Bloomberg | December 28, 2009 | 04:31 EST
Inflows of speculative capital, or “hot money,” are contributing to volatility in China’s stock and property markets, said Fan Gang, the academic member of the central bank’s monetary policy committee. While the inflows help make it cheaper to borrow, “it will also cause asset bubbles,” Fan said at a financial forum in Beijing today. He also said that capital will keep heading into emerging markets for “a considerable period” because of limited or zero growth prospects in the industrialized economies. Fan’s warning comes a day after Premier Wen Jiabao pledged to tackle excessive property-price increases in some parts of the nation, citing taxes and loan rates as possible tools. China’s policy makers are trying to secure an economic rebound while avoiding the stock and housing bubbles that plagued the U.S. this decade.

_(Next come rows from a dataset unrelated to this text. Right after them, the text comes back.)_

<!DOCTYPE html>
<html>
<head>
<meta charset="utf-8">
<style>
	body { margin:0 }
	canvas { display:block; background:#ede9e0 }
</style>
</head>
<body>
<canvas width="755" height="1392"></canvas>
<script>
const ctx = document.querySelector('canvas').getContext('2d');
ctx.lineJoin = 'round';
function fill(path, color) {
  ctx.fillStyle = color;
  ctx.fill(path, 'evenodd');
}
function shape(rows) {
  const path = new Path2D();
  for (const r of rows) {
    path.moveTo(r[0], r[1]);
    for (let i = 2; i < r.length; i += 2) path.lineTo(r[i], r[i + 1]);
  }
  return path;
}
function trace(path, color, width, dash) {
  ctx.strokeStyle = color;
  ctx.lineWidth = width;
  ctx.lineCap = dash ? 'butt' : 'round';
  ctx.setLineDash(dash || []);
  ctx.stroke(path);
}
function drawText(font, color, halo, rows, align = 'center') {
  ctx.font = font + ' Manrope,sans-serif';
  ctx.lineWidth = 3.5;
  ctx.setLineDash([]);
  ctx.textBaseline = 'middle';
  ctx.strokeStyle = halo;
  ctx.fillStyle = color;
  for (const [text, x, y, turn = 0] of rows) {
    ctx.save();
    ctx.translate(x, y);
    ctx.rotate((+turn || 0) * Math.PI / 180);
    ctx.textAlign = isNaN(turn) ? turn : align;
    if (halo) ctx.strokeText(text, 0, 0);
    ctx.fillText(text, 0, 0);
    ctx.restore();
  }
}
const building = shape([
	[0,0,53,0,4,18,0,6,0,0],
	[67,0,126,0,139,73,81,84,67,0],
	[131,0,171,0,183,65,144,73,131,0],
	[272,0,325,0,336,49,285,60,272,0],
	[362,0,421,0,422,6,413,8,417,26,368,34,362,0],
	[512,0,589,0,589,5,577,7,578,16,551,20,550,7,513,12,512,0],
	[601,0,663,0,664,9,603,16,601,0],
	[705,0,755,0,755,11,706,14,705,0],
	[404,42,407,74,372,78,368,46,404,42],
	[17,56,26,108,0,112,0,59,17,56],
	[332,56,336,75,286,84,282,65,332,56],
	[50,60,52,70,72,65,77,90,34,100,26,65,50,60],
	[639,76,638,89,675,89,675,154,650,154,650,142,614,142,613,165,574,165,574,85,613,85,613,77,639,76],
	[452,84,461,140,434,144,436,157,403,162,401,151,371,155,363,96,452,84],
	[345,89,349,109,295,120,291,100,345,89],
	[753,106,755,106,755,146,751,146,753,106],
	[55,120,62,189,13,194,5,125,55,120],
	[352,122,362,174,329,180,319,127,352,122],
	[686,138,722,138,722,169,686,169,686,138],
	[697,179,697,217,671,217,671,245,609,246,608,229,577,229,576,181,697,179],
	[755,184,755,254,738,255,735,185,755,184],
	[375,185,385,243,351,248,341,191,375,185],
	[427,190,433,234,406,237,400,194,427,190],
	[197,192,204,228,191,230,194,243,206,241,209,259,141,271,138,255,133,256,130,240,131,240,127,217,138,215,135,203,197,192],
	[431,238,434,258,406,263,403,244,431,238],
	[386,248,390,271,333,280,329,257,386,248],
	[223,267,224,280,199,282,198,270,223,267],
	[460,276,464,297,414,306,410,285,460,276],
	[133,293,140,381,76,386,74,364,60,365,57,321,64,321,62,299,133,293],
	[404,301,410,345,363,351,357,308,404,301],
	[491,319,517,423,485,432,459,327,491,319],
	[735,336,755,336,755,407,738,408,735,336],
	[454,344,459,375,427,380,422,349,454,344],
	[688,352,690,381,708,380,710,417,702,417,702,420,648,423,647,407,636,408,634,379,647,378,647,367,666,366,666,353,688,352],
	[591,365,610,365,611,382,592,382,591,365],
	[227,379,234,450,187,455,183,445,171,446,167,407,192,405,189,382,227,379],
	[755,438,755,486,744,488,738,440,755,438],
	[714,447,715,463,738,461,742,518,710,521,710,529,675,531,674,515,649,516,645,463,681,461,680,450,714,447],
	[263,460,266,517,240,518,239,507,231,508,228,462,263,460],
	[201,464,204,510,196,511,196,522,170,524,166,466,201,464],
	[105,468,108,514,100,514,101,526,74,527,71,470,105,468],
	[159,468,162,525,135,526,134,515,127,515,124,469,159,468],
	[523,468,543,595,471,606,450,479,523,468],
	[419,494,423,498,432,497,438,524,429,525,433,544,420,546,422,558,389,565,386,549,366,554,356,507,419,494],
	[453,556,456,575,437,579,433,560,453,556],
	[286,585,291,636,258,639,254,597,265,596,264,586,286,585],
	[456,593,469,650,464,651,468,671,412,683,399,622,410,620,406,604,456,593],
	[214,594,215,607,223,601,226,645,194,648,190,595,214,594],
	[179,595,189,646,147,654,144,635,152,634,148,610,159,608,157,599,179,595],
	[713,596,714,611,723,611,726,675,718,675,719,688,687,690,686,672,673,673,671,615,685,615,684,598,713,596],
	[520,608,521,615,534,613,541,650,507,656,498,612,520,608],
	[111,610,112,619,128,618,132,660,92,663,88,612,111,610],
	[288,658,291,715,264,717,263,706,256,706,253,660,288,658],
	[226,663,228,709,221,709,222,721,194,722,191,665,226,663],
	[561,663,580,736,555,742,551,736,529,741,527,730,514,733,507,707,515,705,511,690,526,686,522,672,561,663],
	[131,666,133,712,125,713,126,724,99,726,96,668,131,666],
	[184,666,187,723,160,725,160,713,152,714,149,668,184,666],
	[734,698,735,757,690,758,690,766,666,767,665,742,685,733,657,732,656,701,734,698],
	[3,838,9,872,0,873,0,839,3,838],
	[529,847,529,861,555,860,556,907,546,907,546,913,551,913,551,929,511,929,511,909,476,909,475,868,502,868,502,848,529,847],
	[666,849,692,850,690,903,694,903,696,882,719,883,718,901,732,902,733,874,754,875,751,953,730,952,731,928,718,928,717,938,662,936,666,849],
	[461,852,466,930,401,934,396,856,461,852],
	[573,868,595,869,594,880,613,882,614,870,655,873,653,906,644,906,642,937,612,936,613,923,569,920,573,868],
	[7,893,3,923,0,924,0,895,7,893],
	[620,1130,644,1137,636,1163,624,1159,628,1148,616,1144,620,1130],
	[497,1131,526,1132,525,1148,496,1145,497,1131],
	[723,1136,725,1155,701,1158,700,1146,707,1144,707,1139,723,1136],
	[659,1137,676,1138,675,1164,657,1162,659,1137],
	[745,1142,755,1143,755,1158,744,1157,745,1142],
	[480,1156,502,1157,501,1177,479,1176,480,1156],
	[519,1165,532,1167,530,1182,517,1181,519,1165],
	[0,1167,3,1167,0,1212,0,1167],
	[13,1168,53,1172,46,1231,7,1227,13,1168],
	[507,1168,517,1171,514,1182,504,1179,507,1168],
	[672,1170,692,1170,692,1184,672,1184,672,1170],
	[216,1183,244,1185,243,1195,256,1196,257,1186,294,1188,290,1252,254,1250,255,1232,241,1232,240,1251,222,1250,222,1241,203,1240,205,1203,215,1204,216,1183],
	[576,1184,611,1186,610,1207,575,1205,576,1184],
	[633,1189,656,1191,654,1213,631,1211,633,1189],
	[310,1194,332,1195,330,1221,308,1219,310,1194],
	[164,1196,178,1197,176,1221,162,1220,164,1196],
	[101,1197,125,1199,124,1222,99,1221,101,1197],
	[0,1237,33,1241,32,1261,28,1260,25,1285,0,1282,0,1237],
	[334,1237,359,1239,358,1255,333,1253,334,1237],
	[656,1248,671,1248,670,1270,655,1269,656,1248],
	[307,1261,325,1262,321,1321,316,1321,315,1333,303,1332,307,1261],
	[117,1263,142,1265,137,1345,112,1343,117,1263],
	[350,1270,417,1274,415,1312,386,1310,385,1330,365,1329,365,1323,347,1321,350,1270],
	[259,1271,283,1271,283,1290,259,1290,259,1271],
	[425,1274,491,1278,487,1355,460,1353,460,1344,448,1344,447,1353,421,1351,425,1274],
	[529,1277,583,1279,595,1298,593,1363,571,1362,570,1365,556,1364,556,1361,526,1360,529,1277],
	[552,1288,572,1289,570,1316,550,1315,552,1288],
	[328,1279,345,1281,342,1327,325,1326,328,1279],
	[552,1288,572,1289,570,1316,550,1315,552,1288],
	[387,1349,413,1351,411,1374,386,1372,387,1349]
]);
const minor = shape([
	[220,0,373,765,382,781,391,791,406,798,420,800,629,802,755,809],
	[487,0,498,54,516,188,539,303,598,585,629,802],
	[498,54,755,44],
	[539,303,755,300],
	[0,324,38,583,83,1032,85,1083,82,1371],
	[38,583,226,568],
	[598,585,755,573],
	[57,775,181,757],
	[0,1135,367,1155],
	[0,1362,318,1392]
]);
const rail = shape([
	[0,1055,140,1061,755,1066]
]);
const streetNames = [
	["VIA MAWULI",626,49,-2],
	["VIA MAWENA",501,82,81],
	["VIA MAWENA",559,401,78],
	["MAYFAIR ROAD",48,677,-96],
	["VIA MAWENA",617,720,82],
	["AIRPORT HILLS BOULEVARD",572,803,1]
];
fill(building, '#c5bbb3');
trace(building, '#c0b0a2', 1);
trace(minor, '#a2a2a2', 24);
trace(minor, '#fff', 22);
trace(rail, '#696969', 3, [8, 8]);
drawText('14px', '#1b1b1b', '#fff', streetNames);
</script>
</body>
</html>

While the Shanghai Composite Index has fallen more than 8 percent from this year’s peak in August, it remains up 75 percent for 2009. China’s property benchmark, which measures prices in 70 cities, rose the most in 16 months in November. Fan is among Asian officials who have warned in recent weeks that the U.S. Federal Reserve’s policy of keeping its benchmark interest rate near zero is spurring global liquidity that’s heading to emerging markets.
“Because of uncertainties in the global outlook, the European Central Bank, the Federal Reserve and other central banks are likely to stay reluctant to raise rates or exit stimulus, which will result in more arbitrage trading or speculative funds flowing to emerging markets,” Fan said today. Separately, he forecast China’s economy may grow 8 percent to 9 percent in 2010 as property investment grows at a faster pace, private-sector production increases and exports recover, giving the world’s third-largest economy a further boost as the impact of government stimulus gradually fades. Fan, who heads the National Institute of Economic Research, said this was his personal view. A $585 billion stimulus package and a record $1.3 trillion of new loans in the first 11 months spurred acceleration in China’s economic growth in the past two quarters. Gross domestic product rose 8.9 percent in the three months through September from a year earlier.
Quarterly growth may slow from the second quarter of 2010, Fan said today, adding that the slower pace doesn’t mean China will have a “second-dip,” referring to a renewed slowdown. China’s currency, the Yuan, “has no reason to depreciate against the U.S. dollar or other currencies,” Fan also said today, citing reasons for long-term strength including the nation’s generally low inflation, rising productivity and a relatively low debt to gross domestic product ratio. “Moreover, when you depreciate, other currencies can follow suit and result in competitive depreciation, so in the end you won’t benefit,” he said.
China has held the Yuan at about 6.83 per dollar since July last year, shielding its exporters from the slump in global demand. Premier Wen reiterated yesterday his government will “absolutely not yield” to calls for currency gains. The International Monetary Fund has said the Yuan is “undervalued.” China’s exchange-rate policy should be based on the nation’s need for balanced growth, “follow the trend of global currencies increasing in number,” and take into account the increased competition that China has with other emerging markets, Fan said, without elaborating.